Collected data:
★ ★ ★ ★ ★ ★ ★

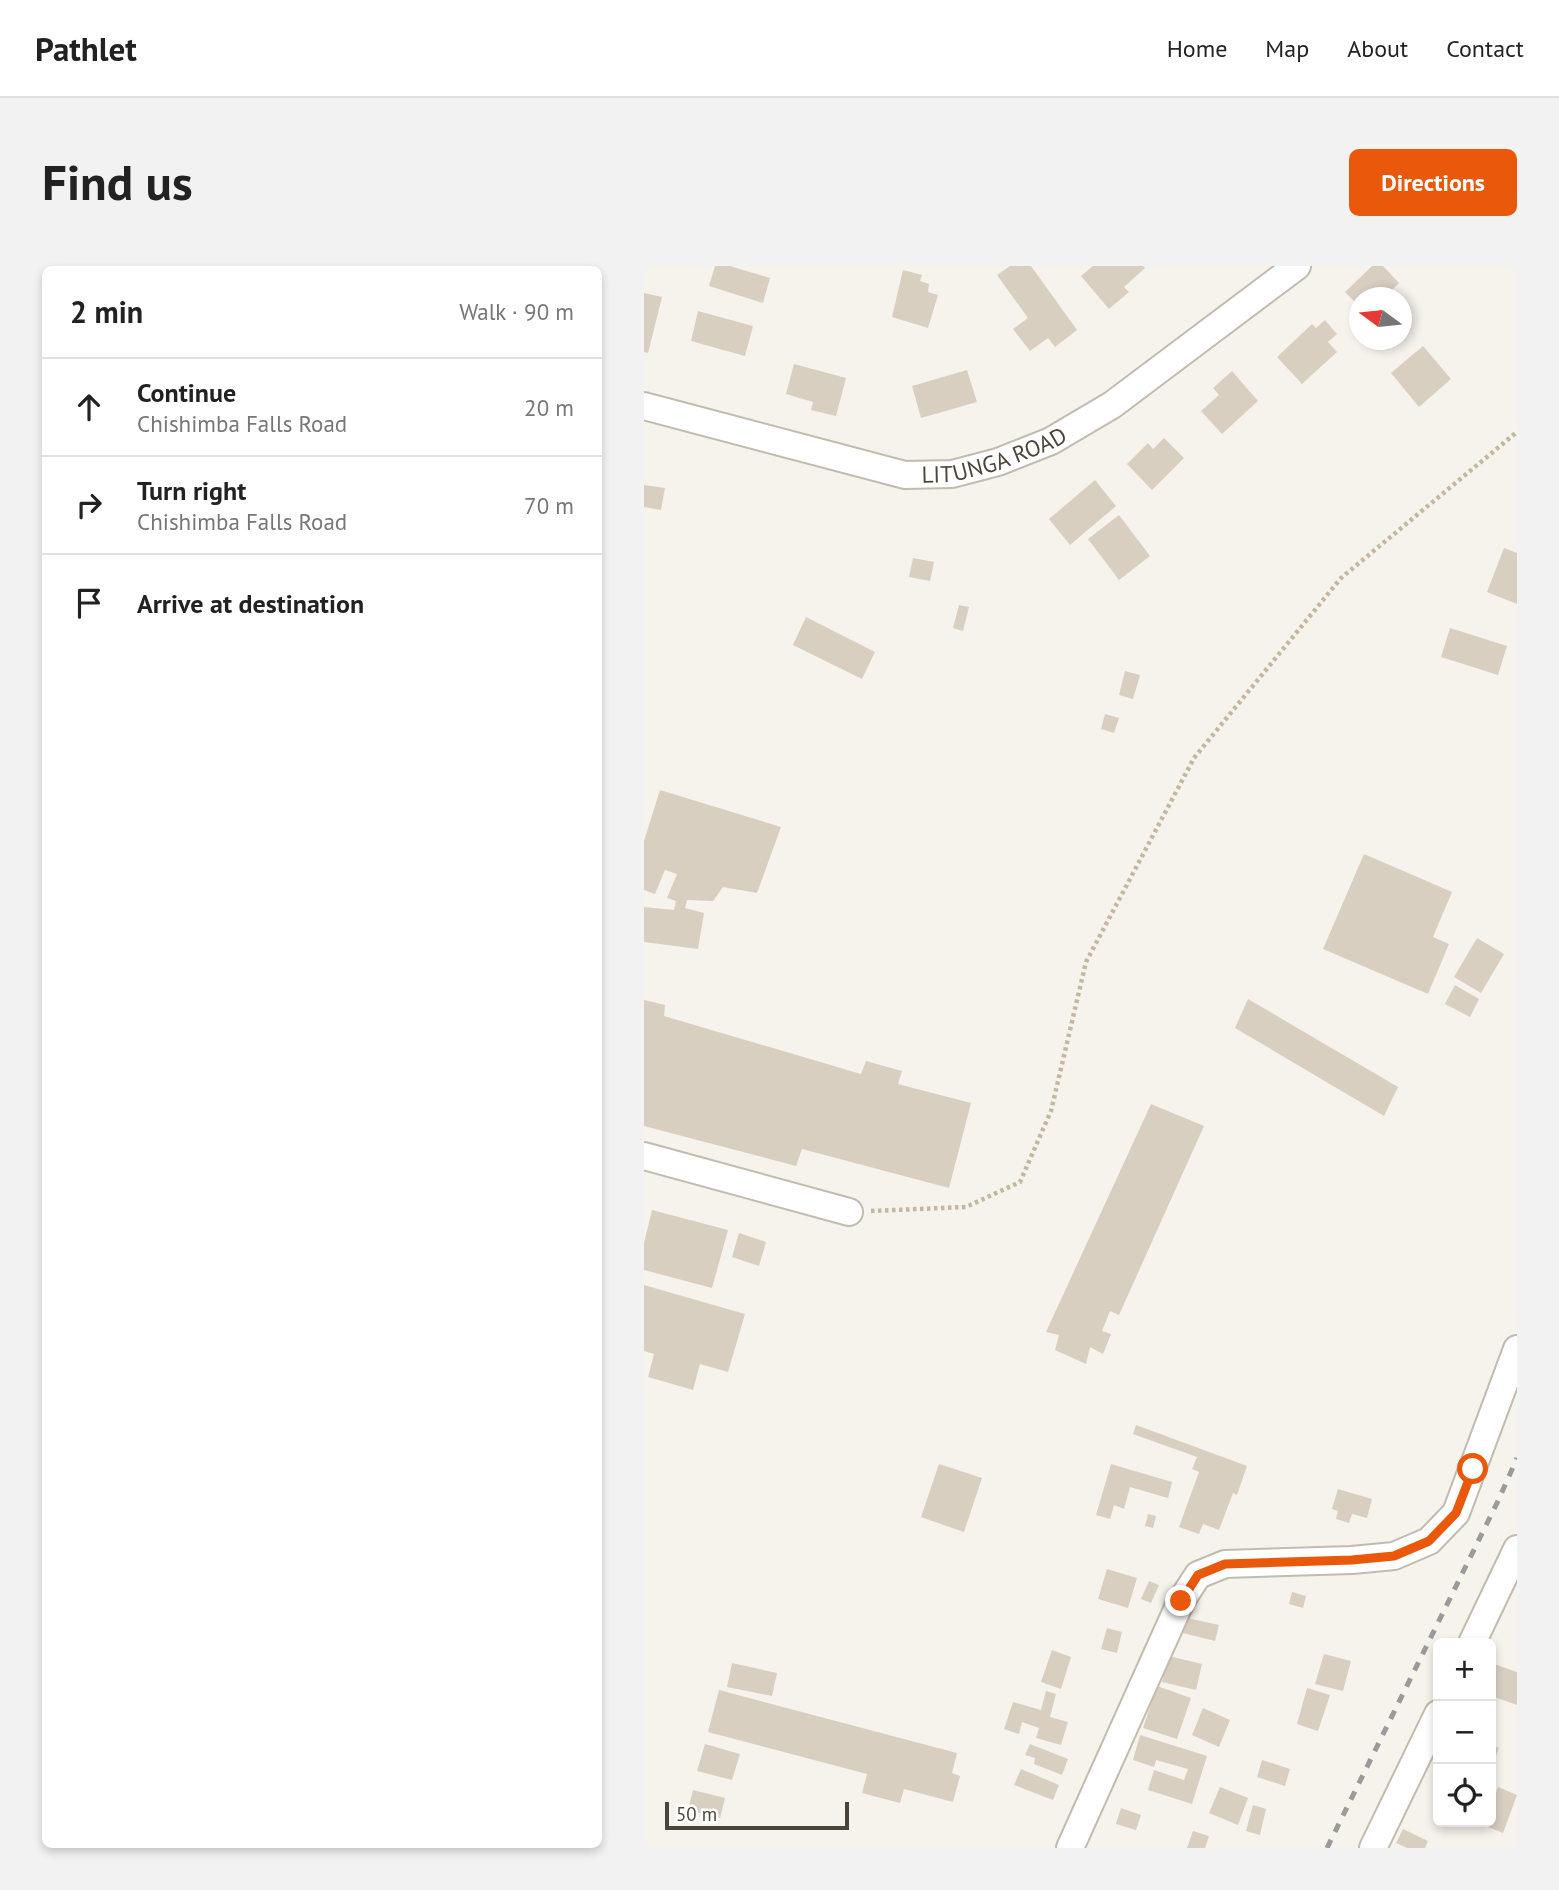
<!DOCTYPE html>
<meta charset="utf-8">
<style>
:root{--surface:#fff;--page:#f2f2f2;--text:#222;--muted:#767676;--line:#e0e0e0;--accent:#ea580c}
body{margin:0;font-family:"PT Sans",sans-serif;background:var(--page);color:var(--text)}
.controls{position:absolute;right:21px;bottom:21px;display:grid;overflow:hidden;border-radius:10px;box-shadow:0 4px 10px #0003}
.controls button{width:63px;height:63px;display:grid;place-items:center;padding:0;border:0;border-bottom:2px solid var(--line);background:var(--surface);color:var(--text);font:35px sans-serif}
.compass{position:absolute;left:705px;top:21px;width:63px;height:63px;border-radius:50%;background:var(--surface);box-shadow:0 4px 10px #0003;rotate:285deg}
.scale{position:absolute;left:21px;bottom:18px;width:184px;box-sizing:border-box;padding-left:7px;border:4px solid #4b4439;border-top:0;font-size:19px;line-height:24px;white-space:nowrap;color:#4b4439;-webkit-text-stroke:5px #fff;paint-order:stroke}
.stop{position:absolute;width:21px;height:21px;margin:-16px;border:5px solid #ea580c;border-radius:50%;background:#fff}
.stop.end{background:#ea580c;border-color:#fff;box-shadow:0 2px 7px #0008}
.list{margin:0;padding:0;list-style:none}
h2{display:flex;justify-content:space-between;align-items:center;height:91px;margin:0;padding:0 28px;font-size:30px}
h2 small{font-size:23px;font-weight:400;color:var(--muted)}
.list li{display:grid;grid-template-columns:46px 1fr auto;gap:21px;align-items:center;box-sizing:border-box;height:98px;padding:0 28px;border-top:2px solid var(--line)}
.list b{display:block;font-size:26px;white-space:nowrap}
.list p{margin:0;font-size:23px;white-space:nowrap;color:var(--muted)}
.list em{font-size:23px;font-style:normal;color:var(--muted)}
.icon{flex:none;width:38px;height:38px;fill:none;stroke:currentColor;stroke-width:2;stroke-linecap:round;stroke-linejoin:round}
.map{position:relative;flex:none;width:873px;height:1582px;overflow:hidden;border-radius:10px}
header{display:flex;align-items:center;gap:42px;box-sizing:border-box;height:98px;padding:0 35px;background:var(--surface);border-bottom:2px solid var(--line)}
header strong{font-size:33px}
nav{display:flex;gap:38px;margin-inline-start:auto;font-size:24px}
.intro{display:flex;align-items:center;justify-content:space-between;box-sizing:border-box;height:168px;padding:0 42px}
h1{margin:0;font-size:49px}
.button{padding:18px 32px;border-radius:10px;background:var(--accent);color:#fff;font-size:24px;font-weight:700}
main{display:flex;gap:42px;padding:0 42px}
aside{flex:1;background:var(--surface);border-radius:10px;box-shadow:0 4px 10px #0003}
.map>svg:first-child{display:block}
.building{fill:#d8cfc1}
.lines{fill:none;stroke-linecap:round;stroke-linejoin:round}
.minor-casing{stroke:#c2bbae;stroke-width:30}
.path{stroke:#c4b79f;stroke-width:4.5;stroke-dasharray:3.5 3.5;stroke-linecap:butt}
.minor{stroke:#fff;stroke-width:26}
.rail{stroke:#9a9a9a;stroke-width:5;stroke-dasharray:9 9;stroke-linecap:butt}
.route{stroke:#ea580c;stroke-width:9}
.labels{text-anchor:middle;stroke-width:5;stroke-linejoin:round;paint-order:stroke}
.street-label{font-size:23px;fill:#4b4439;stroke:#fff}
</style>
<header>
<strong>Pathlet</strong>
<nav><a>Home</a><a>Map</a><a>About</a><a>Contact</a></nav>
</header>
<div class="intro"><h1>Find us</h1><a class="button">Directions</a></div>
<main>
<aside>
<h2>2 min<small>Walk · 90 m</small></h2>
<ul class="list">
<li><svg class="icon" aria-label="ahead" viewBox="0 0 24 24"><path d="M12 20V5M6 11l6-6 6 6"/></svg><div><b>Continue</b><p>Chishimba Falls Road</p></div><em>20 m</em></li>
<li><svg class="icon" aria-label="right" viewBox="0 0 24 24"><path d="M7 20v-9h11M14 6l5 5-5 5"/></svg><div><b>Turn right</b><p>Chishimba Falls Road</p></div><em>70 m</em></li>
<li><svg class="icon" aria-label="arrive" viewBox="0 0 24 24"><path d="M6 21V4h12l-3 4 3 4H6"/></svg><div><b>Arrive at destination</b></div></li>
</ul>
</aside>
<div class="map">
<svg width="873" height="1582" viewBox="0 0 873 1582">
<rect width="100%" height="100%" fill="#f6f3ec"/>
<g class="building">
<polygon points="71,0 86,0 126,12 119,37 65,20"/>
<polygon points="366,0 387,0 433,64 411,81 404,72 386,85 369,63 384,52 353,9"/>
<polygon points="449,0 499,0 501,2 480,21 485,26 465,43 437,10"/>
<polygon points="728,0 739,0 755,17 740,32 716,32 716,41 701,26"/>
<polygon points="259,4 278,9 276,15 285,18 284,26 294,29 284,62 248,51"/>
<polygon points="0,27 18,31 4,87 0,86"/>
<polygon points="54,45 109,60 101,90 47,75"/>
<polygon points="681,54 693,68 684,76 693,86 658,118 633,91 668,58 672,62"/>
<polygon points="779,80 807,113 775,141 747,107"/>
<polygon points="150,98 202,112 192,150 167,144 169,136 142,128"/>
<polygon points="323,104 333,136 277,152 268,120"/>
<polygon points="588,105 614,135 578,168 557,145 575,129 569,122"/>
<polygon points="520,172 540,192 508,224 483,198 504,177 509,183"/>
<polygon points="451,214 472,240 426,279 405,253"/>
<polygon points="0,219 21,222 17,244 0,241"/>
<polygon points="475,249 506,290 475,314 444,273"/>
<polygon points="860,282 873,287 873,338 843,326"/>
<polygon points="269,292 290,296 286,315 265,311"/>
<polygon points="315,339 325,341 319,365 309,362"/>
<polygon points="162,351 231,386 218,413 149,379"/>
<polygon points="806,362 863,380 854,409 797,391"/>
<polygon points="481,405 496,409 489,433 475,429"/>
<polygon points="461,448 475,452 470,467 457,463"/>
<polygon points="16,524 137,561 113,627 79,621 69,635 43,634 41,642 60,647 54,683 0,676 0,641 30,644 32,635 23,632 33,608 21,604 11,628 0,624 0,575"/>
<polygon points="720,588 808,626 789,671 805,678 784,728 679,683"/>
<polygon points="833,672 860,688 837,727 810,711"/>
<polygon points="811,719 835,733 826,751 801,738"/>
<polygon points="604,733 754,821 740,850 591,762"/>
<polygon points="0,734 21,739 20,750 217,808 222,795 258,805 254,818 327,837 305,922 158,883 152,900 0,860"/>
<polygon points="507,838 560,860 475,1049 466,1045 458,1065 467,1068 459,1088 446,1081 442,1098 411,1084 415,1069 402,1066"/>
<polygon points="8,944 84,964 68,1022 0,1004 0,977"/>
<polygon points="95,967 122,976 115,1000 88,991"/>
<polygon points="0,1019 101,1048 84,1106 56,1098 49,1124 4,1111 10,1088 0,1085"/>
<polygon points="492,1159 603,1200 593,1229 589,1227 575,1264 559,1258 555,1268 535,1261 555,1206 548,1203 553,1191 489,1168"/>
<polygon points="295,1198 338,1212 320,1266 277,1251"/>
<polygon points="467,1198 528,1216 524,1232 486,1221 480,1243 470,1239 466,1253 452,1249"/>
<polygon points="694,1223 728,1233 723,1252 708,1248 705,1257 692,1253 694,1245 688,1243"/>
<polygon points="504,1248 512,1250 509,1262 501,1260"/>
<polygon points="463,1303 493,1312 484,1342 454,1333"/>
<polygon points="505,1315 515,1319 507,1337 497,1333"/>
<polygon points="648,1326 662,1330 659,1342 645,1338"/>
<polygon points="543,1352 575,1359 571,1375 539,1367"/>
<polygon points="463,1362 478,1366 473,1387 457,1383"/>
<polygon points="408,1384 427,1391 417,1423 397,1416"/>
<polygon points="680,1388 707,1395 699,1425 671,1418"/>
<polygon points="525,1390 558,1398 552,1424 518,1416"/>
<polygon points="88,1397 133,1407 128,1430 83,1421"/>
<polygon points="847,1397 873,1406 873,1439 847,1430"/>
<polygon points="513,1420 547,1432 533,1473 499,1462"/>
<polygon points="663,1422 686,1429 674,1465 653,1458"/>
<polygon points="75,1424 313,1487 308,1507 316,1510 309,1536 260,1523 256,1537 218,1527 223,1508 64,1466"/>
<polygon points="402,1425 412,1428 406,1451 424,1456 417,1479 392,1472 395,1462 378,1456 375,1468 360,1463 369,1436 397,1444"/>
<polygon points="559,1442 586,1454 575,1481 548,1469"/>
<polygon points="496,1469 563,1490 548,1538 504,1524 510,1504 540,1514 544,1503 512,1494 510,1501 489,1494"/>
<polygon points="61,1478 96,1488 88,1514 53,1505"/>
<polygon points="386,1478 424,1493 418,1509 390,1498 391,1492 381,1489"/>
<polygon points="847,1479 855,1482 849,1497 847,1496"/>
<polygon points="618,1494 646,1503 641,1520 613,1511"/>
<polygon points="377,1503 415,1519 409,1534 370,1519"/>
<polygon points="576,1521 604,1532 594,1559 565,1547"/>
<polygon points="854,1521 873,1529 859,1567 839,1559 840,1556 847,1556 847,1540"/>
<polygon points="49,1524 81,1532 76,1552 44,1544"/>
<polygon points="609,1539 622,1543 616,1569 602,1565"/>
<polygon points="477,1542 497,1549 492,1564 472,1558"/>
<polygon points="759,1563 784,1575 781,1582 763,1582 752,1577"/>
<polygon points="549,1565 565,1570 561,1582 543,1582"/>
</g>
<g class="lines">
<g class="minor-casing">
<g id="minor">
<path id="s1" d="M0 140 261 209 308 208 354 196 407 175 468 139 653 0"/>
<polyline points="0,890 205,946"/>
<polyline points="828,1377 873,1283"/>
<polyline points="426,1582 537,1335 554,1309 581,1298 708,1294 750,1290 785,1275 812,1247 873,1083"/>
<polyline points="729,1582 794,1448"/>
</g>
</g>
<polyline class="path" points="227,945 322,941 376,916 407,845 442,696 550,492 697,312 873,166"/>
<use href="#minor" class="minor"/>
<polyline class="rail" points="683,1582 854,1235 873,1192"/>
</g>
<g class="lines">
<polyline class="route" points="537,1335 554,1309 581,1298 708,1294 750,1290 785,1275 812,1247 829,1203"/>
</g>
<g class="labels">
<g class="street-label">
<text dy="8" stroke="none"><textPath href="#s1" startOffset="362">LITUNGA ROAD</textPath></text>
</g>
</g>
</svg>
<div class="controls">
<button>+</button>
<button>−</button>
<button><svg class="icon" aria-label="locate" viewBox="0 0 24 24"><circle cx="12" cy="12" r="6"/><path d="M12 2v4M12 18v4M2 12h4M18 12h4"/></svg></button>
</div>
<svg class="compass" viewBox="-18 -18 36 36"><path d="M0-13l5 13h-10z" fill="#e53935"/><path d="M0 13l5-13h-10z" fill="#767676"/></svg>
<div class="scale">50 m</div>
<div class="stop" style="left:829px;top:1203px"></div>
<div class="stop end" style="left:537px;top:1335px"></div>
</div>
</main>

★ ★ ★ ★ ★ ★ ★

# Description of the task
Output nothing but the number of lines in the data containing the string "weight".

# Task result
2